Let me get some business out of the way up front. I am friends with the rules author, we play together often with many others. He did not ask me to write this, I make no money from the sale of his game. I write this because I had fun playing the game and because I see value in sharing fun experiences and I see value in the rules. There is some neat stuff in there in my opinion. OK, on with the fun…
We did an interesting thing with this scenario - the Prussians used the turn sequence that allowed them to select the next action phase for their side, while the Austrians used the fixed sequence. So, due to the comparatively advanced tactical capabilities of the Prussians, they could select a card in each phase that reflects the tactical actions that would be done that phase. However, the Austrians, with a fixed sequence would roll a D6 at the beginning of each new turn and begin with that phase and move sequentially through the actions in each successive phase. To inform the reader, each "turn" consists of six "phases". Phases are "Infantry Action", "Reload, Rally, Restore" and the like - so that in a turn the full gamut of actions are available to a player. These actions are numbered 1 thru 6 and are followed in that order unless otherwise determined.
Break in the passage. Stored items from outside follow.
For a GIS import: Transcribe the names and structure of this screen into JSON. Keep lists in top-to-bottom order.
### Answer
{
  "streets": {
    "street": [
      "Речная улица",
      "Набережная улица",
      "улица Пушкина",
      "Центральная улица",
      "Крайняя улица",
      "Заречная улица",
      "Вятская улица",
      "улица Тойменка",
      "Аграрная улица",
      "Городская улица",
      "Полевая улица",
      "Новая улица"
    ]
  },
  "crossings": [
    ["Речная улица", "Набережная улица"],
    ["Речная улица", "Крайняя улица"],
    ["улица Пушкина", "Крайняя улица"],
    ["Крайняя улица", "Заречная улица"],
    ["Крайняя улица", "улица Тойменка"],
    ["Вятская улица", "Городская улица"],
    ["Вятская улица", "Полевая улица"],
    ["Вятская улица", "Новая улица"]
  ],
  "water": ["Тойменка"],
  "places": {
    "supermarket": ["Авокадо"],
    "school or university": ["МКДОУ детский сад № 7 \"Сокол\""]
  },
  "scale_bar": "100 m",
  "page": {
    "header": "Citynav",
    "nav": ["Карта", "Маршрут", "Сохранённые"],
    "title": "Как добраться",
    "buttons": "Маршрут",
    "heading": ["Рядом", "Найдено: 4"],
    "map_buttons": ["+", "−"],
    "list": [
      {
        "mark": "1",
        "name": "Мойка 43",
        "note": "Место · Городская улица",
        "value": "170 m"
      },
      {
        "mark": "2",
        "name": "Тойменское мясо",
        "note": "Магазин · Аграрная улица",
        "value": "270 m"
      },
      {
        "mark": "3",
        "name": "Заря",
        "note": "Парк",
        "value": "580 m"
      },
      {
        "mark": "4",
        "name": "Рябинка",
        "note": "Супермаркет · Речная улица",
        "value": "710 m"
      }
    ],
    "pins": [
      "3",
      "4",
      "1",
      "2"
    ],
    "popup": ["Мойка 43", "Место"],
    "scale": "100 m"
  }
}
So, both sides always knew what was next for the Austrians, but the Prussians had options regarding the sequence of their phases and the Austrians never really knew what was coming. Yes, this meant that while the Austrians did "Cavalry Action" the Prussians could have been doing an entirely different action. This was great fun - and we thought - a good way to model the difference in command quality for the armies in the period. The Prussian commander - a player that never played this rule set before - remarked that while he had some control, he was never in complete control. In my opinion, that's what you want as a player.
Also, we had an odd occurrence - I don't know of the UK playtest group encountered this - one army had a remarkably higher pool of resource dice than the other did. Due to the type and number of units and the way dice sometimes fall the Austrians began the game with 364 resource dice while the Prussians had only 235. Now, one might say "geeze, no sense fighting this battle, the Prussians are doomed to lose" - and I would not blame them for thinking that. After all resource die are extremely important - once you're out, you're finished.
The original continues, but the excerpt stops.